Lincoln Financial Media was a subsidiary of Lincoln National Corporation that owns radio stations in the United States. The division was formed in 2006 following the company's acquisition of Jefferson-Pilot's television and radio operations, which were renamed Lincoln Financial Media.
The media company began in 1945 as Jefferson Communications, Inc., which later became Jefferson-Pilot Communications in 1968. The company was a media-centered division of the Jefferson Standard Insurance Company of Greensboro, North Carolina. Jefferson-Pilot owned WBT-AM-FM and WBTV, all of which are based in Charlotte, North Carolina. In 1962, the company conceived Jefferson Productions (later Jefferson Pilot Teleproductions, later Jefferson Pilot Sports), a production arm that produced television programs and commercials, but later chose to produce syndicated sports programming only by the 1980s. It was originally intended to produce promos and local television shows for WBTV, but had since grown to producing nationally syndicated talk shows and variety shows; and mainly commercials for major companies that aired nationwide.  For further information, see the section “Lincoln Financial Sports” at the end of this article.
In April 2006, the Jefferson Pilot Corporation merged with the Lincoln National Corporation; taking the media and sports broadcasting division with it, Jefferson Pilot Communications became Lincoln Financial Media.

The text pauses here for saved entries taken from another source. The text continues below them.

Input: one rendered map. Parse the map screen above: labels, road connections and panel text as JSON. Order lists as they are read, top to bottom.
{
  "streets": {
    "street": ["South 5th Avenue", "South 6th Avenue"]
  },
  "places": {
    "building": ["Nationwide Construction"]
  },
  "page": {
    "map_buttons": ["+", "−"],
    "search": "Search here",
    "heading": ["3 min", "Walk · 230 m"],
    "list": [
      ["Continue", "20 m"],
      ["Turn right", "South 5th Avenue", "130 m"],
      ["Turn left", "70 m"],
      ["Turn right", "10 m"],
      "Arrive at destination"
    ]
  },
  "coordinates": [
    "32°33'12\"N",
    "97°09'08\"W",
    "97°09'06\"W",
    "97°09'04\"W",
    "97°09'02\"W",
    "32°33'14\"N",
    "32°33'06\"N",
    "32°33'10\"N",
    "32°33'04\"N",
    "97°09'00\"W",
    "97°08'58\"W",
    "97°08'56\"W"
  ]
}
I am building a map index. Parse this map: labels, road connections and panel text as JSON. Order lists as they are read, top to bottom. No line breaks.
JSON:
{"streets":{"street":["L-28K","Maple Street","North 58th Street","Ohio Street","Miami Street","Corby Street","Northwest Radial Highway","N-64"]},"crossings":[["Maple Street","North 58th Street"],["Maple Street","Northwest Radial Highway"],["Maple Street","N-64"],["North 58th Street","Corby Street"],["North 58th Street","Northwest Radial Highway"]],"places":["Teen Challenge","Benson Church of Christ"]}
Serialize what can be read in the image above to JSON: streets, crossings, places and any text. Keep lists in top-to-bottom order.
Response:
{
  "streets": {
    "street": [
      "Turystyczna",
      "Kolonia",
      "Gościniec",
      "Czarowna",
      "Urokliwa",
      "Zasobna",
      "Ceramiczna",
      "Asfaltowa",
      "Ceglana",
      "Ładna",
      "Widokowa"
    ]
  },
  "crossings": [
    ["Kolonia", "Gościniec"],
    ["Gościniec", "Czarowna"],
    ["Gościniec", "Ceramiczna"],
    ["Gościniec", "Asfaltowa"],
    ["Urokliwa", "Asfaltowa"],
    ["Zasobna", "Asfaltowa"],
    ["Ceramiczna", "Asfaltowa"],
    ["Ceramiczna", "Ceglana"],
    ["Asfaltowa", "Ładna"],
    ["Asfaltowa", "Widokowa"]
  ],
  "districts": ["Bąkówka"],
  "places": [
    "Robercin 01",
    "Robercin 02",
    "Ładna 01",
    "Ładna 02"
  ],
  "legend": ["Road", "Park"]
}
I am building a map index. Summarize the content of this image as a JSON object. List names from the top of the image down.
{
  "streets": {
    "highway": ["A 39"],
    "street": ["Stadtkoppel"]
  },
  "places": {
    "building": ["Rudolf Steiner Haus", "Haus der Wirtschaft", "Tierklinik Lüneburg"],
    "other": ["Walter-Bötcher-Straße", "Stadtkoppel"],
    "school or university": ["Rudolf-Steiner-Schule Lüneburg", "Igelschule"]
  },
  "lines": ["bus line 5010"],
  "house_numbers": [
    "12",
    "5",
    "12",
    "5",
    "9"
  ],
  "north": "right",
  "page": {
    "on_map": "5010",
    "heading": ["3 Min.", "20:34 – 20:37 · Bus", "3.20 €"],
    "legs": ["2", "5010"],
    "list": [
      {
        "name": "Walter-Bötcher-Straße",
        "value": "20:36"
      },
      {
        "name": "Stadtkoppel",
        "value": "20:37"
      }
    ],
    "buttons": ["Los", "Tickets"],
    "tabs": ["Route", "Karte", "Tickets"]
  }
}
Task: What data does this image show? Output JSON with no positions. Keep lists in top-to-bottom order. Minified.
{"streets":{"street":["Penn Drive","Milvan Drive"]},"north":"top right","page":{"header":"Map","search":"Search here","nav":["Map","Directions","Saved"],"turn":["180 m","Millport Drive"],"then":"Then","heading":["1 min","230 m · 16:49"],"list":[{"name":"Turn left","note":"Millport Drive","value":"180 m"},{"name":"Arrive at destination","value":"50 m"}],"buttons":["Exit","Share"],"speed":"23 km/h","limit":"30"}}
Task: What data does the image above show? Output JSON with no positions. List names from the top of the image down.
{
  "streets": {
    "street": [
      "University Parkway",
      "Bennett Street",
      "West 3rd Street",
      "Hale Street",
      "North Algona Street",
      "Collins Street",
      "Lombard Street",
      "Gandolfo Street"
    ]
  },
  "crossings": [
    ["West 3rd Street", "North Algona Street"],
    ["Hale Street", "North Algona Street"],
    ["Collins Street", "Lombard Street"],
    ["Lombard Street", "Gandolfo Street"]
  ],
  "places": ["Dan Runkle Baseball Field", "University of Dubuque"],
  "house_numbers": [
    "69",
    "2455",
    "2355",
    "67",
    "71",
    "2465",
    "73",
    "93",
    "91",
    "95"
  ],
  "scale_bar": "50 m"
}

In June 2007, the company publicly announced it would explore a sale of this division, and hired Merrill Lynch to assess its strategic options. On November 12, 2007, Raycom Media announced that it would acquire Lincoln Financial Media's three television stations, along with the Lincoln Financial Sports division (which was folded into Raycom Sports) for $583 million. The acquisition was completed in April 2008.
On December 8, 2014, Entercom announced its intent to acquire the remainder of Lincoln Financial Media for $110 million and working capital. To comply with ownership limits, Entercom will divest one of its existing stations in Denver. Later, Entercom announced it would swap four of its stations in Denver to Bonneville International in exchange for KSWD in Los Angeles. The merger was completed on July 17 and Bonneville and Entercom began operating their new clusters under time-brokerage agreements that same day.